What you need to do
Please read the records below and return each line holding the string "worn".

____ Data

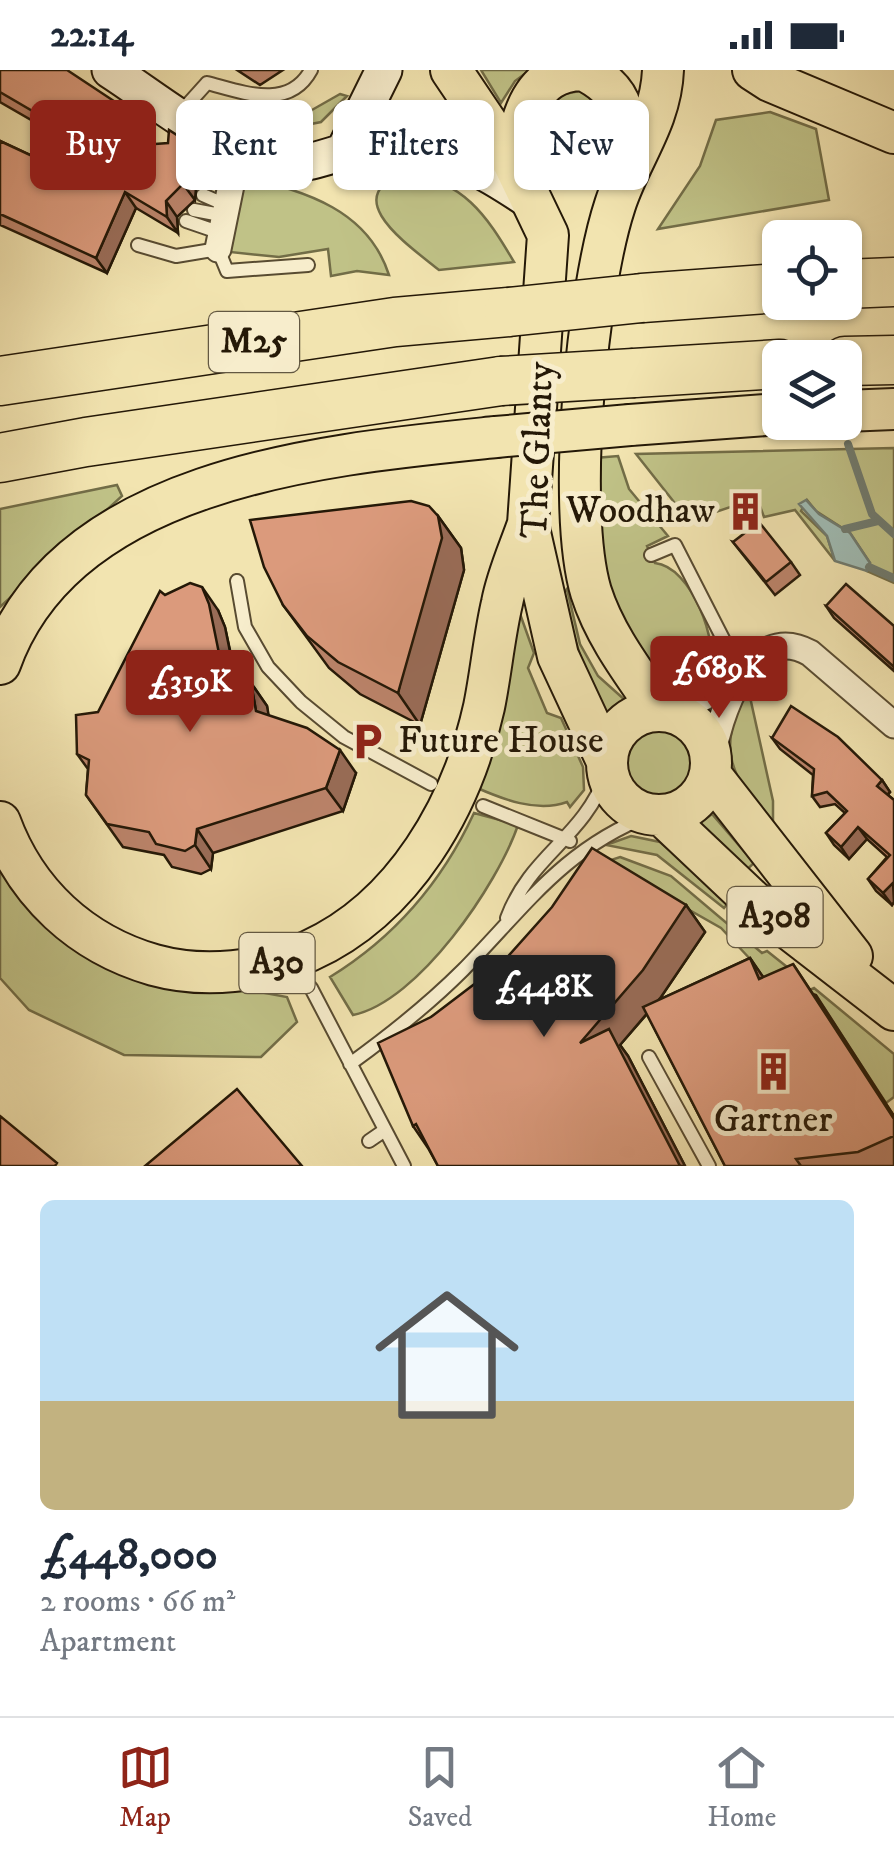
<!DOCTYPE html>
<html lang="en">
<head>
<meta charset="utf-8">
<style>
  body { margin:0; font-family:"IM FELL DW Pica",serif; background:#f2f2f3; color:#1f2937; height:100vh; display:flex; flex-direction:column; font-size:38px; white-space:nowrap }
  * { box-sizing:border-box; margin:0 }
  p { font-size:32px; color:#747a83 }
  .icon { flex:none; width:55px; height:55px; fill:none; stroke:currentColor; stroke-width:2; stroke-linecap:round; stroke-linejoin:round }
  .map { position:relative; height:1096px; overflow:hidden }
  .sheet { display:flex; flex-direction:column; background:#fff; flex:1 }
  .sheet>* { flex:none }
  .hud { position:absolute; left:30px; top:30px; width:835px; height:90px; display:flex; gap:20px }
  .controls { position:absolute; left:762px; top:150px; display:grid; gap:20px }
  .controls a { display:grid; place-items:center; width:100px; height:100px; border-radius:15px; background:#fff; box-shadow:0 2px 8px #0004; font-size:50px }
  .price { position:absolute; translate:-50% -85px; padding:0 22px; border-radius:10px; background:#8f2418; color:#fff; font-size:32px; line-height:65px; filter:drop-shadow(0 2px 5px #0008) }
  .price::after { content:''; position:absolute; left:50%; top:60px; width:30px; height:22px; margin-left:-15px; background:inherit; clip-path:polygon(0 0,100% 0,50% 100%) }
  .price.selected { background:#222; color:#fff }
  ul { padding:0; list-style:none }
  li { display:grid; align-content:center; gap:20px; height:530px; padding:0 40px }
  li span { display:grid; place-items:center; height:310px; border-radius:15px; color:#555 }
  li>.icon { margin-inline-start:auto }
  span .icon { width:180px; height:180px; fill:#fffc; stroke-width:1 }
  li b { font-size:42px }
  .pill { padding:0 35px; border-radius:15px; background:#fff; box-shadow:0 2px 8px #0004; font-size:35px; line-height:90px }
  .pill.selected { background:#8f2418; color:#fff }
  .status { display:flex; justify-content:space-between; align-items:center; height:70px; padding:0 50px; background:#fff; direction:ltr }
  .status svg { height:28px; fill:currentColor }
  .tab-bar { display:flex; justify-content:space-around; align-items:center; height:140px; border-top:2px solid #e0e1e3; background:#fff; font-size:28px; color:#747a83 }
  .tab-bar a { display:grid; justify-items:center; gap:5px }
  .tab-bar .selected { color:#8f2418 }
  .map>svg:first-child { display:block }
  .green { fill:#c0c287; stroke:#726d47; stroke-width:2.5 }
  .water { fill:#9fbcb5; stroke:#6e7a6f; stroke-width:2.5 }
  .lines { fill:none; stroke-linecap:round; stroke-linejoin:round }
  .stream { stroke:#6e7a6f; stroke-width:8 }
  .lane-casing { stroke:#584b31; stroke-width:16 }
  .street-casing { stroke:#584b31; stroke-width:29 }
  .secondary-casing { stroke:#241807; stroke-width:39 }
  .primary-casing { stroke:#241807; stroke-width:44 }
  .highway-casing { stroke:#241807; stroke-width:51 }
  .lane { stroke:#f7edcc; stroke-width:12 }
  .street { stroke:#f7edcc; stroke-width:25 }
  .secondary { stroke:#f7edcc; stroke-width:35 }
  .primary { stroke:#f2e4b0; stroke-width:40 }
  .highway { stroke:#f2e4b0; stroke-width:48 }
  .primary-bridge-casing { stroke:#241807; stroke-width:44; stroke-linecap:butt }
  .highway-bridge-casing { stroke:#241807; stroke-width:51; stroke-linecap:butt }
  .primary-bridge { stroke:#f2e4b0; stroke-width:40 }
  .highway-bridge { stroke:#f2e4b0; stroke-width:48 }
  .wall { fill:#bc846b; stroke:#241807; stroke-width:2.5 }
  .shaded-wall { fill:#996c57; stroke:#241807; stroke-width:2.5 }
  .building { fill:#db9a7c; stroke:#241807; stroke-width:2.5 }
  .labels { text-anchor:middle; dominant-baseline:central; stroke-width:10; stroke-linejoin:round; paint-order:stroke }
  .shield { fill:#f7edcc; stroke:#635842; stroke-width:2.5 }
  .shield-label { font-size:35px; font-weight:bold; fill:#241807 }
  .street-label { font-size:38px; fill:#241807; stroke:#f7edcc }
  .poi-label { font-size:38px; fill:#241807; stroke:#f7edcc; text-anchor:end }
</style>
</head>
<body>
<div class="status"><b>22:14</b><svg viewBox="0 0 49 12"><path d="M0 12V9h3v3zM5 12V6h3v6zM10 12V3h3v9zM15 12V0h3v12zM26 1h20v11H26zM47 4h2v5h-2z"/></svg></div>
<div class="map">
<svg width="894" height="1096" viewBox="0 0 894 1096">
  <rect width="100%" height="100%" fill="#f2e4b0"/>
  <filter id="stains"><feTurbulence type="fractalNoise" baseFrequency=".002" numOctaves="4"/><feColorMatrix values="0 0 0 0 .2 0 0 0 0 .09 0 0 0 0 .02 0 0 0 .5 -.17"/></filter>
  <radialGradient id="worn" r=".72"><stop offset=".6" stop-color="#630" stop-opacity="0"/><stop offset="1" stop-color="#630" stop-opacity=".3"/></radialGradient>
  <path class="green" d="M481 0H530L515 11 501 33Z
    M584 20 599 28 612 72 596 85 553 96 538 62 555 26Z
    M340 24 347 26 321 52 275 61Z
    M770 42 816 59 829 130 658 159 700 96 716 50Z
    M406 103C463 111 486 144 514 192L439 200C408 175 336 126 406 103Z
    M245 107C307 122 368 140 389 205L357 201 331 206 328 179 279 187 230 182Z
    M894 378V513L867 501 870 493 850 463 816 441 807 430 801 441 827 466 835 491 795 440 764 447 757 428 689 451 636 384Z
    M618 386 629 419 668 466 647 476 655 493C692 497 719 572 710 604L687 624 667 621 604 523 595 388Z
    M117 415 122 426 0 537V439Z
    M567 519 580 574 598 606 626 631 601 649 561 527Z
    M519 541 534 583 528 598 547 643 561 648 583 697 584 720 570 737 567 732C537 743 502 729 475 717Z
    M748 618 773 731V758C732 705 714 683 748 618Z
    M623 695a36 36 0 1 1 72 0a36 36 0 1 1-72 0Z
    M474 743 518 755C498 814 418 932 353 945L330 907C395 867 442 812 474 743Z
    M712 744 754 793 741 805 694 758Z
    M631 766 660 772 730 831 724 838 657 785 606 775Z
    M620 787 671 806 762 883 767 881 801 908 745 921 752 891 721 858 605 792Z
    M0 793 8 811 238 918 287 927 297 952 261 987 124 985 29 940 0 908Z
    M814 918 894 984V1027L886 1033 816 926 784 932Z"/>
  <path class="water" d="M806 430 819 444 850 463 870 493 867 501 835 491 827 466 799 434Z"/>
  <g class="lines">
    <path class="stream" d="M848 374 872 444 894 464
      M845 459 878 451
      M869 497 894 508"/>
    <defs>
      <path id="lane" d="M207 13C242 22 289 41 311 0
        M180 43 207 13
        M213 109 231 121
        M203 125 228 136
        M194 140 226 146
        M186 151 221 163
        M138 175 176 186 218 179 227 201 308 195
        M651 485 675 475 741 604
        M237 511 245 557 268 597 301 632 344 667 431 714
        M483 736 570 771
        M507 848C531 784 583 769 607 703
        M311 918 404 1096
        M649 987 709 1096
        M350 994C390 965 428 935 463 900 525 837 563 779 650 745
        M369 1071 385 1060"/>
      <path id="street" d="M218 179 238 81
        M674 643 738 609
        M711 691C719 648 748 549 810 583L894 655"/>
      <path id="secondary" d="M110 0C155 29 224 86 277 93 308 97 330 84 359 78 427 64 479 97 535 134
        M344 81 384 0"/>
      <path id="primary" d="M451 0 513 92 548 165 528 454 558 586 606 689
        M583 0C635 25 624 56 618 105
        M753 0 770 11 894 63
        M513 92C521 51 529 2 581 0
        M845 341 894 339
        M630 355 780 344
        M0 594C66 406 329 384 496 367
        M607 693a52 52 0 1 1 104 0a52 52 0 1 1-104 0Z
        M660 641C634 603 605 566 591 522 566 438 587 220 615 135 630 88 661 52 663 0
        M710 704 852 886
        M663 746 753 831 894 940
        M0 752C26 823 81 874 154 895 205 909 262 902 309 881 404 838 462 736 484 637 491 603 494 567 502 533 507 506 519 480 528 454"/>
      <path id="highway" d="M845 214 894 212
        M642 228 780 218
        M845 291 894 290
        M634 303 780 294
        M0 311 395 252 509 242
        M0 388 86 372 501 311"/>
    </defs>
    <use href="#lane" class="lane-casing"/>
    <use href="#street" class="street-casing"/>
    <use href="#secondary" class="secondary-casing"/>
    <use href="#primary" class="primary-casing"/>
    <use href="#highway" class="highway-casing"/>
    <use href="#lane" class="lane"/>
    <use href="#street" class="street"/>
    <use href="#secondary" class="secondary"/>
    <use href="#primary" class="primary"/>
    <use href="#highway" class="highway"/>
    <defs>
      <path id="primary-bridge" d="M496 367 630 355"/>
      <path id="highway-bridge" d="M509 242 642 228
        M501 311 634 303"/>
    </defs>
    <use href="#primary-bridge" class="primary-bridge-casing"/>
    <use href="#highway-bridge" class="highway-bridge-casing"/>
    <use href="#primary-bridge" class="primary-bridge"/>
    <use href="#highway-bridge" class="highway-bridge"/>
  </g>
  <path class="wall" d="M0 0 129 41 140 57 138 60 155 74 206 84 218 100 205 103 206 116 196 118 195 130 177 147 178 163 136 138 107 203 0 155V71L75 106 71 73 0 32Z
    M237 0H283L260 15Z
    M438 446 461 478 464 500 420 655 360 624 329 598 283 535Z
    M733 472 791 492 800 505 775 525Z
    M165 525 218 540 225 557 236 608 251 613 267 636 268 645 356 703 343 741 213 783 211 799 201 804 172 797 164 785 123 777 86 725 88 699 77 684Z
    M826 536 894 556V601L834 548Z
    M772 668 882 710 890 722 888 725 894 730V832L892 835 876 821 868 809 887 787 867 769 849 789 834 775 826 763 845 743 835 734 820 737 812 726 813 705 780 679Z
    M686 835 705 862 659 930 750 888 763 907 816 925 894 1046V1096H725L647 944 620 975 628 986 685 1096H438L428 1078 413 1056 431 947Z"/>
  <path class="shaded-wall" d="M129 41 140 57 135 65 124 49Z
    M194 87 205 103 206 116 195 100Z
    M185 102 196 118 195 130 183 114Z
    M125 122 136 138 107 203 96 188Z
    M166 131 177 147 178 163 167 147Z
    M438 446 461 478 464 500 420 655 398 623Z
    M202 517 218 540 225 557 239 626 223 603Z
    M251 613 267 636 272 664 256 641Z
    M340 680 356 703 343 741 326 718Z
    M882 710 890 722 885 727 877 716Z
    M858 757 867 769 849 789 841 777Z
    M197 759 213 783 211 799 195 775Z
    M893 812 894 832 892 835 883 823Z
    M686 835 705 862 661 927 620 975 628 986 685 1096H680L580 973Z
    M750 888 772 920 759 909Z
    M793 894 894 1046V1049Z"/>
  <path class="building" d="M0 0H67L129 41 124 49 155 74 168 73 169 60 206 84 194 87 195 100 185 102 183 114 166 131 167 147 125 122 96 188 0 144V71L75 106 70 63 0 22Z
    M411 431 429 436 438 446 442 468 398 623 338 592 307 566 283 535 264 497 250 450Z
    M759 452 791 492 766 512 733 472Z
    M190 513 202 517 209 534 223 603 251 613 256 641 307 658 340 680 326 718 197 759 195 775 185 781 156 774 149 762 107 754 86 725 89 690 77 684 76 645 98 642 160 521 165 525Z
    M846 514 894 556V597L826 536Z
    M791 636 838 667 882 710 877 716 894 730V812L883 823 868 809 890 785 858 757 841 777 826 763 847 741 827 722 812 726 814 699 772 668Z
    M592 778 686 835 643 900 580 973 609 959 680 1096H438L416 1054 413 1056 378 973 431 947 502 893 552 837Z
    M750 888 759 909 793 894 894 1049V1066L858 1082 796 1089 801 1096H725L643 937Z
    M237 1019 302 1096H145Z
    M0 1046 57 1093 55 1096H0Z"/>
  <defs>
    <symbol id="building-bare" viewBox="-9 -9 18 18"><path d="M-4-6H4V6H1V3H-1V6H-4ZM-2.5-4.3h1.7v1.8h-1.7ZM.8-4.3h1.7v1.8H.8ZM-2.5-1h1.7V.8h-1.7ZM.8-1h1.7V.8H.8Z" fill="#8f2418" stroke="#f7edcc" stroke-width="2.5" paint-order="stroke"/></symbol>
    <symbol id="parking-bare" viewBox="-9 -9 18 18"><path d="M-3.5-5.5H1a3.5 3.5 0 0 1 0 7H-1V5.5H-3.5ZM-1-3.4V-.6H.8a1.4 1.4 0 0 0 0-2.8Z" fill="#8f2418" stroke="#f7edcc" stroke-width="2.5" paint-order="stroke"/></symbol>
  </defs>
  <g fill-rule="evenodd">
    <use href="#building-bare" x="718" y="414" width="55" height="55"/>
    <use href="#parking-bare" x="340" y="644" width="55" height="55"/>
    <use href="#building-bare" x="746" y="974" width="55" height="55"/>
  </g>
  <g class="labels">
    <g class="shield">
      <rect x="209" y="242" width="90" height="60" rx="8"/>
      <rect x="727.5" y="817" width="95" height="60" rx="8"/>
      <rect x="239.5" y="863" width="75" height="60" rx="8"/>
    </g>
    <g class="shield-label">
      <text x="254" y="272">M25</text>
      <text x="775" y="847">A308</text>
      <text x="277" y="893">A30</text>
    </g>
    <g class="street-label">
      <text transform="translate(538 380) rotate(-88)">The Glanty</text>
    </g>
    <g class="poi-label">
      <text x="715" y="441">Woodhaw</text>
      <text x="398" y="671" text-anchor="start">Future House</text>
      <text x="773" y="1050" text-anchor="middle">Gartner</text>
    </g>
  </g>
  <rect width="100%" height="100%" filter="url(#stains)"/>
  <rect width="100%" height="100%" fill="url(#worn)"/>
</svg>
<div class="controls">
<a><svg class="icon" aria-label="locate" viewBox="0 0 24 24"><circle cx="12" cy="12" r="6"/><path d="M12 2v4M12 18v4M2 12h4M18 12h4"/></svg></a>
<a><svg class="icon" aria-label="layers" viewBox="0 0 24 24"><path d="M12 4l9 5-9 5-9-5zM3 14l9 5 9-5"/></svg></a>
</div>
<b class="price" style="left:719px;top:651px">£689K</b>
<b class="price" style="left:190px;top:665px">£319K</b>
<b class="price selected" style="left:544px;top:970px">£448K</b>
<div class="hud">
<a class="pill selected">Buy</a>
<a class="pill">Rent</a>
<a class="pill">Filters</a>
<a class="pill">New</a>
</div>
</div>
<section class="sheet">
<ul>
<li><span style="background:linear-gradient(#bfe0f5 65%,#c2b280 0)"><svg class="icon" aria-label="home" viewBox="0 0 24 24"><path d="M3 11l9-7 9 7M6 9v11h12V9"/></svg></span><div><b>£448,000</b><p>2 rooms · 66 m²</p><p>Apartment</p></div></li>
</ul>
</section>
<nav class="tab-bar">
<a class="selected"><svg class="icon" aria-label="map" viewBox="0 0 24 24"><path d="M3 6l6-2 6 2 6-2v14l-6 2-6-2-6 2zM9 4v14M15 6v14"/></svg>Map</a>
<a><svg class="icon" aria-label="saved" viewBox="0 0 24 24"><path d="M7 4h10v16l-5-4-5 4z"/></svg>Saved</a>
<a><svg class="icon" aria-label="home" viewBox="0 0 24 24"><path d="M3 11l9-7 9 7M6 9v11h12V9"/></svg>Home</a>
</nav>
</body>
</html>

________

Answer to this task
  <radialGradient id="worn" r=".72"><stop offset=".6" stop-color="#630" stop-opacity="0"/><stop offset="1" stop-color="#630" stop-opacity=".3"/></radialGradient>
  <rect width="100%" height="100%" fill="url(#worn)"/>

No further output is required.